• [GIVEN DATA]:
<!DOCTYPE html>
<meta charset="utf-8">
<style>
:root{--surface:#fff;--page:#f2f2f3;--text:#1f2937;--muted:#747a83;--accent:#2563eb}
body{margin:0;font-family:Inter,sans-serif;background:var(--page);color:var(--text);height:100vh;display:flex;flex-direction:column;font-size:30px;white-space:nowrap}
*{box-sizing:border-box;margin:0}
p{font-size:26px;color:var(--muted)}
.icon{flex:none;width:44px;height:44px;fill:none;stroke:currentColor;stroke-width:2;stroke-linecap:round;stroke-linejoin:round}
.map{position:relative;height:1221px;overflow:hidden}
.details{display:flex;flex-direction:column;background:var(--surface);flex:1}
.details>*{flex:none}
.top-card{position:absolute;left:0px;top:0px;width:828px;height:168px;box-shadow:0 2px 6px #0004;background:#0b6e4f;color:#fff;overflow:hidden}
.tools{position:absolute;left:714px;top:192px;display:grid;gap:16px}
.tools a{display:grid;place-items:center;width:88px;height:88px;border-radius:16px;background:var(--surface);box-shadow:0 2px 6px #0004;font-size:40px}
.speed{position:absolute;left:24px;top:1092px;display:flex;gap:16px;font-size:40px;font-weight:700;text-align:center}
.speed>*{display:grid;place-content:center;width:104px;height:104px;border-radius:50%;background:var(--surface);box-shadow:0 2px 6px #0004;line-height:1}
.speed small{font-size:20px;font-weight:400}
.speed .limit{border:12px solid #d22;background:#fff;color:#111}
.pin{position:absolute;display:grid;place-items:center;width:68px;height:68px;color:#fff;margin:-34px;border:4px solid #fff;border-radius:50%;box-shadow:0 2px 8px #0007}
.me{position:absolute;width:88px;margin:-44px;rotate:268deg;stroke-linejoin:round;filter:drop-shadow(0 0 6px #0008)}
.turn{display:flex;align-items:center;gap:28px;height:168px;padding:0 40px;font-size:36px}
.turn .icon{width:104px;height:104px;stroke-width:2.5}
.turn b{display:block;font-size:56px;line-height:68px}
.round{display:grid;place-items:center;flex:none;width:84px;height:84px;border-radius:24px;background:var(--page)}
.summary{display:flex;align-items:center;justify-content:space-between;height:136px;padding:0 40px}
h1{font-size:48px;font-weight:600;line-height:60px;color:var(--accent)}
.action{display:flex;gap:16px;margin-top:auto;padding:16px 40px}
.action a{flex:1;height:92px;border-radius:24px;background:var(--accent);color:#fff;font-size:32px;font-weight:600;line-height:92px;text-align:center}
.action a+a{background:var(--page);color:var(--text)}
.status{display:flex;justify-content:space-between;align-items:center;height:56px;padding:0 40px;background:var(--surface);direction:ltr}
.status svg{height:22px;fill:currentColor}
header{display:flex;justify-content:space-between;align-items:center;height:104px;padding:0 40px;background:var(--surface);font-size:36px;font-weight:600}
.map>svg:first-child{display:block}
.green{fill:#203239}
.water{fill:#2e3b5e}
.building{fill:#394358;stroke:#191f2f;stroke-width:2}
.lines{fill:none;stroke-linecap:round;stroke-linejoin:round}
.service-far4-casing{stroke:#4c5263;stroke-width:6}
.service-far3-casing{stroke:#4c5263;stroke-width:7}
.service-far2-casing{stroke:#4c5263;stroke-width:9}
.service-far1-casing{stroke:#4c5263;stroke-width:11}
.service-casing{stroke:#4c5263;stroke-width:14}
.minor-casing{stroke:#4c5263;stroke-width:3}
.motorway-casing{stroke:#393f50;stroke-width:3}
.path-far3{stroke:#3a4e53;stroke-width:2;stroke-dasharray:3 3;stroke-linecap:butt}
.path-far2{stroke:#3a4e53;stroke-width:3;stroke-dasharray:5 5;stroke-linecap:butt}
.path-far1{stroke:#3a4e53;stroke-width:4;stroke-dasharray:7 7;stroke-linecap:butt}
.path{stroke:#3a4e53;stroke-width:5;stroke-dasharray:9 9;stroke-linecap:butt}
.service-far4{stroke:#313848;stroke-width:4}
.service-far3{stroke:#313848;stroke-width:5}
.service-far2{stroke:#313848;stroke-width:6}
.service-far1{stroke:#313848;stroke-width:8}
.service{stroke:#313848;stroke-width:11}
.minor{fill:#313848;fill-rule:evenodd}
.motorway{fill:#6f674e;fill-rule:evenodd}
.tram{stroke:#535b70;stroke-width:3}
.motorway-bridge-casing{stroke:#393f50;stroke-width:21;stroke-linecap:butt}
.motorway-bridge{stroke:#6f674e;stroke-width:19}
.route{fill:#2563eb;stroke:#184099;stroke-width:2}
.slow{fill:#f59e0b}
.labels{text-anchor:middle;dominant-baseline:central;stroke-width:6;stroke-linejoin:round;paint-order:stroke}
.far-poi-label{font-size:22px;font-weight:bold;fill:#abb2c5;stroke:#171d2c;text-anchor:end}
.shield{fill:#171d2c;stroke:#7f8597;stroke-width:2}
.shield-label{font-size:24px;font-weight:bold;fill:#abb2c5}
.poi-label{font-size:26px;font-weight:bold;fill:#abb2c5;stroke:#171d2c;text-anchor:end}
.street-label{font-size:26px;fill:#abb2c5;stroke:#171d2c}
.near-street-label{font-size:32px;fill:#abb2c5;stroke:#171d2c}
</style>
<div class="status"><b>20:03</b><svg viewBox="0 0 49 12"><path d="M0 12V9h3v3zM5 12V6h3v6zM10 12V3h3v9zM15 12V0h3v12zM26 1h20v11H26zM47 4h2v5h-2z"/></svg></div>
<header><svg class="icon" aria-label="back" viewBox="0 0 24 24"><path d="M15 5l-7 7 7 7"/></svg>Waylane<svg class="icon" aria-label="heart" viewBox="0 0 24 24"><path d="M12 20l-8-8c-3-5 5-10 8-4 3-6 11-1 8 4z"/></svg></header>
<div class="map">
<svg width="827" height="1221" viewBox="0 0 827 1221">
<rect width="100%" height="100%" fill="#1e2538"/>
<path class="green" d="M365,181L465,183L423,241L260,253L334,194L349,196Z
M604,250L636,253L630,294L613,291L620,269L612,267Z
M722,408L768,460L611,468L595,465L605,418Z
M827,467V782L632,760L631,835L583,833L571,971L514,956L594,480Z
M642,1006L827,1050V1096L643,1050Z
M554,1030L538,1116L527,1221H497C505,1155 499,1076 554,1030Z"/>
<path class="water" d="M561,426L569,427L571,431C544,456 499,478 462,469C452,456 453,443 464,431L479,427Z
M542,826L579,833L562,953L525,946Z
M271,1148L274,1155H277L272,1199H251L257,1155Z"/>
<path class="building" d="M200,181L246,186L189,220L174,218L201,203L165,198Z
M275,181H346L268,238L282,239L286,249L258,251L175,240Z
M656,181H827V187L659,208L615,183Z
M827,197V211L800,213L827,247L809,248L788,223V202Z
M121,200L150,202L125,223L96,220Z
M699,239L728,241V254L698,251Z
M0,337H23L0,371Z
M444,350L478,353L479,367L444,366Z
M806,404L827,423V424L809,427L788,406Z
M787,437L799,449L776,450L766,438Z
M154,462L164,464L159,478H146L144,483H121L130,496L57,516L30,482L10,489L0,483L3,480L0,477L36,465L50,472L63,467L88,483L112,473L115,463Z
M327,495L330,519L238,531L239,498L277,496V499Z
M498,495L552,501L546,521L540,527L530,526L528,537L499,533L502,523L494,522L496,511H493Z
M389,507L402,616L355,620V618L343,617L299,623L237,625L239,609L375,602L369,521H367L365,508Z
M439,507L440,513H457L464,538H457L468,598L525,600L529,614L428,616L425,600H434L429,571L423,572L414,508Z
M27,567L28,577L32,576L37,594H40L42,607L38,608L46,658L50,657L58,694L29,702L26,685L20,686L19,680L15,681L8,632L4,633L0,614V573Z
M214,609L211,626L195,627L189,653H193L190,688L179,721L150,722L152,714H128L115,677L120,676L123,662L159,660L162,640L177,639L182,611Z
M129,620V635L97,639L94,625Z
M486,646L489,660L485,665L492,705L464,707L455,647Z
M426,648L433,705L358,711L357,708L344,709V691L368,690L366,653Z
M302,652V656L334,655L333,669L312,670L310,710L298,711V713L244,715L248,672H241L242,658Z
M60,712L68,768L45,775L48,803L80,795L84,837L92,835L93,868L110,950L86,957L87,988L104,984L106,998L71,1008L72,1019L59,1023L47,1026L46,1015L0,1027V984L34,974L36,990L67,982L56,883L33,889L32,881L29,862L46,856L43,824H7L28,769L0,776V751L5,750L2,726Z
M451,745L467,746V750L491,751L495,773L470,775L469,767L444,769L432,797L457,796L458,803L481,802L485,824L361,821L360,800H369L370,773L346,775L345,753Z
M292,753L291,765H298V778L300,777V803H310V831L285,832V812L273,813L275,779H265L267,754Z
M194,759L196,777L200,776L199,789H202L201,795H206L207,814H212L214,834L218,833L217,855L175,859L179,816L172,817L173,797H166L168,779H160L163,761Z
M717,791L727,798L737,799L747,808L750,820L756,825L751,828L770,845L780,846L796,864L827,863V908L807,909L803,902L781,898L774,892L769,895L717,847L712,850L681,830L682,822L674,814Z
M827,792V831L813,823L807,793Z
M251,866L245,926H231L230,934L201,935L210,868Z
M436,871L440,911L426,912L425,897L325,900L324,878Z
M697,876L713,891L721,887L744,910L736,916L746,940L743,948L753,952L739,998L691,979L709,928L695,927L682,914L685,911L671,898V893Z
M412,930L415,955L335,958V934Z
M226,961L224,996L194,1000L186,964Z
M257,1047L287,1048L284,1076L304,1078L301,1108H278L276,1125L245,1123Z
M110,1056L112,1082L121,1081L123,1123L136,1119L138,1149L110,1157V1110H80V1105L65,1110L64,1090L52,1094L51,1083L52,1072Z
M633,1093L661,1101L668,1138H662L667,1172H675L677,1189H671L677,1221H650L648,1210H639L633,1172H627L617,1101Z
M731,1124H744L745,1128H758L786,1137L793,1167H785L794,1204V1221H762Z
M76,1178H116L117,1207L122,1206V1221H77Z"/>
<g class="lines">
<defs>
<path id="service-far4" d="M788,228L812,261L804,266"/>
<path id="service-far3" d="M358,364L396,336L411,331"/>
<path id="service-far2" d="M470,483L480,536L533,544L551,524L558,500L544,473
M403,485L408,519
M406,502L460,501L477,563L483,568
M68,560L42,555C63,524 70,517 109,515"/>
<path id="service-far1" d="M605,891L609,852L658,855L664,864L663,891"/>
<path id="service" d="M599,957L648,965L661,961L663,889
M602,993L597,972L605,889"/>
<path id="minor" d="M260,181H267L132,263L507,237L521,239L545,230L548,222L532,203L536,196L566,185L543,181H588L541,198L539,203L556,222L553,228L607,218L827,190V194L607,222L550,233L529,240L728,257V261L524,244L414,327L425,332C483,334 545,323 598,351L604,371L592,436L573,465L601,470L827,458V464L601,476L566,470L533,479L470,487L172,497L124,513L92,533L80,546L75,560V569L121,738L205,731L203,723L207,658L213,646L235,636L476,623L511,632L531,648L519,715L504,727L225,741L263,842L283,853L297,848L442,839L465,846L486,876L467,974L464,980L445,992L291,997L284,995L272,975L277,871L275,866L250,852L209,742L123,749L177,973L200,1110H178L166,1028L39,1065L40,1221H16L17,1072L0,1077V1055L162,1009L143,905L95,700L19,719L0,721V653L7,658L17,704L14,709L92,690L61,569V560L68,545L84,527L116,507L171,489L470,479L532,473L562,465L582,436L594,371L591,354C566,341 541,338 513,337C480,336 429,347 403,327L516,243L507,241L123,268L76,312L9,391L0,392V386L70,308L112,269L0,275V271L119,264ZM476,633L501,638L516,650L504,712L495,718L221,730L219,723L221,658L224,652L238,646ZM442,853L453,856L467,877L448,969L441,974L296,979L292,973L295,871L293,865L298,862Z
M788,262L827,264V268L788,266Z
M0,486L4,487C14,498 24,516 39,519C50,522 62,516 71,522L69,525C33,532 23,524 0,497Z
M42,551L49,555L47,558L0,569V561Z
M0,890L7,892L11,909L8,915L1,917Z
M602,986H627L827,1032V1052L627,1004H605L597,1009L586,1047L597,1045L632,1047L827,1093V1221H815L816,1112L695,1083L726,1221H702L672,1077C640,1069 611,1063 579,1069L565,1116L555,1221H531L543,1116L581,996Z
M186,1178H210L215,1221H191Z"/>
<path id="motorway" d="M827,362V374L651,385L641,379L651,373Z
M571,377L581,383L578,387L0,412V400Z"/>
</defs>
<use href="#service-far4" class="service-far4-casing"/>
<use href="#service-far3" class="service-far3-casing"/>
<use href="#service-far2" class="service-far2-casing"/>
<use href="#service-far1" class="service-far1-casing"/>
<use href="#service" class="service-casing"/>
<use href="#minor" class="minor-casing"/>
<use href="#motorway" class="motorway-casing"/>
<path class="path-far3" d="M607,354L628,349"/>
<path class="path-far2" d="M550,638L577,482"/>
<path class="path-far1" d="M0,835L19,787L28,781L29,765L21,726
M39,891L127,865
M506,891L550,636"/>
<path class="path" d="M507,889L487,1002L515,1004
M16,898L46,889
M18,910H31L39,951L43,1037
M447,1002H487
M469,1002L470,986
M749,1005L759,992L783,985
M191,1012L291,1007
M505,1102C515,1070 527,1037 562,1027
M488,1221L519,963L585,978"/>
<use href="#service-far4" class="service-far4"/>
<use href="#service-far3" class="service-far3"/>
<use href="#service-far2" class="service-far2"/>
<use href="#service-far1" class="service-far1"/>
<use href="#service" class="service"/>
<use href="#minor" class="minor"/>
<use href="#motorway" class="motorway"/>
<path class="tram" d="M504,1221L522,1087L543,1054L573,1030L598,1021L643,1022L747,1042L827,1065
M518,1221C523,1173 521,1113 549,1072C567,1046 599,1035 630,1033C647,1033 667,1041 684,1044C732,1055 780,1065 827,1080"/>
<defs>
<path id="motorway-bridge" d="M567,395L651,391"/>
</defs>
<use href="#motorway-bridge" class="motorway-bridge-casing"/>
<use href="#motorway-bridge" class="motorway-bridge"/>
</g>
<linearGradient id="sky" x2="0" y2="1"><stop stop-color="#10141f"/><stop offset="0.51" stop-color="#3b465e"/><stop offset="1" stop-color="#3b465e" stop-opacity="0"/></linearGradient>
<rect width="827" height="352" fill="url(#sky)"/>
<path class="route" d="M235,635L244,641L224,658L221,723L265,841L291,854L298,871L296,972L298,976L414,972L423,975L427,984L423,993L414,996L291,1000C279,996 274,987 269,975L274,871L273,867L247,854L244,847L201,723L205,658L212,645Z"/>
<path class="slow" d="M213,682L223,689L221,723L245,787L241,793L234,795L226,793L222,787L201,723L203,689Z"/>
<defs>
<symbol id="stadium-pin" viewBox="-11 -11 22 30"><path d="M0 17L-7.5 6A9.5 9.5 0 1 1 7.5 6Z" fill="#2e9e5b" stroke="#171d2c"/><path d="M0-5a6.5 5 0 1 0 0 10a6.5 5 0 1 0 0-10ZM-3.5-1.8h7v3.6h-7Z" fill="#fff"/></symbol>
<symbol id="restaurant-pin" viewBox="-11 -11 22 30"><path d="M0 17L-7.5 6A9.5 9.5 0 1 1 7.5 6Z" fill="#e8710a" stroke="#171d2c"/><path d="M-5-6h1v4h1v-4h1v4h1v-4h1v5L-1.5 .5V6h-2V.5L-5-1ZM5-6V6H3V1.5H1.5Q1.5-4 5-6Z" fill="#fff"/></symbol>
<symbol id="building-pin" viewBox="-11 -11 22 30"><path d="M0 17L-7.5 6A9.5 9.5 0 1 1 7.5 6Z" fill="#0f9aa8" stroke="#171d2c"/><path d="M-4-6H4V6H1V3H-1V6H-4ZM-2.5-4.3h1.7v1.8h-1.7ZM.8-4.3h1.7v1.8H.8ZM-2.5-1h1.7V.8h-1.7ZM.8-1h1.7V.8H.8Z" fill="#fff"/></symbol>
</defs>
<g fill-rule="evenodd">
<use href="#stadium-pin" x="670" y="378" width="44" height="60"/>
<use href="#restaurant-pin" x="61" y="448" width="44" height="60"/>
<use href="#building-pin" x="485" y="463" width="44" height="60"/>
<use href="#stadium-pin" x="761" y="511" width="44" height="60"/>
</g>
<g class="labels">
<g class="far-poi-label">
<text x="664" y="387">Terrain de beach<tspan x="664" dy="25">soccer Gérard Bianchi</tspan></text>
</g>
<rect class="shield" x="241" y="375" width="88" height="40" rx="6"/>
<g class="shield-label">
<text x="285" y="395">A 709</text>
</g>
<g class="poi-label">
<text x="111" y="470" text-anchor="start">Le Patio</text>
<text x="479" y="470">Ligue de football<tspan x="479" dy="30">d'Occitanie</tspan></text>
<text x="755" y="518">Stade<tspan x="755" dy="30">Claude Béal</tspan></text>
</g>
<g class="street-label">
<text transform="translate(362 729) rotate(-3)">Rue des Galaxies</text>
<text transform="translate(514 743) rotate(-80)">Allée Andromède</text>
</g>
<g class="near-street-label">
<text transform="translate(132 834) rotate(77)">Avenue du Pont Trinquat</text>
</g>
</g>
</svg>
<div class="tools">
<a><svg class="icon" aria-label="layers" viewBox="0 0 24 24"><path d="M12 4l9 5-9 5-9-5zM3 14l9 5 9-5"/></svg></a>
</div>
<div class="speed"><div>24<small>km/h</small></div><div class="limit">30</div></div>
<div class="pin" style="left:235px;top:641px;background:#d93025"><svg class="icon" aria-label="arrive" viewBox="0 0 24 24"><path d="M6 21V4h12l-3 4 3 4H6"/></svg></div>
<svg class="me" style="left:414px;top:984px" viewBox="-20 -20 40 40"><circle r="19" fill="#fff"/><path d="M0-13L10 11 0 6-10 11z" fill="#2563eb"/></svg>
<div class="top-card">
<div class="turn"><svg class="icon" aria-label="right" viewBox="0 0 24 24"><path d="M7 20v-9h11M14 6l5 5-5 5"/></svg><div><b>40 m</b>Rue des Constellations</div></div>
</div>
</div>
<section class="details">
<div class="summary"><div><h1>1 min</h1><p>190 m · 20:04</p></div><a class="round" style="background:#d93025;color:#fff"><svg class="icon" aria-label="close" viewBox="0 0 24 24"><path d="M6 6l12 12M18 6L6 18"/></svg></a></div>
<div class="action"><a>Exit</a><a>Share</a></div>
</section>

• [TASK INSTRUCTIONS]:
Wherever the string "bold" appears in a line of the records, copy that line.

• [SOLUTION TO THIS TASK]:
.far-poi-label{font-size:22px;font-weight:bold;fill:#abb2c5;stroke:#171d2c;text-anchor:end}
.shield-label{font-size:24px;font-weight:bold;fill:#abb2c5}
.poi-label{font-size:26px;font-weight:bold;fill:#abb2c5;stroke:#171d2c;text-anchor:end}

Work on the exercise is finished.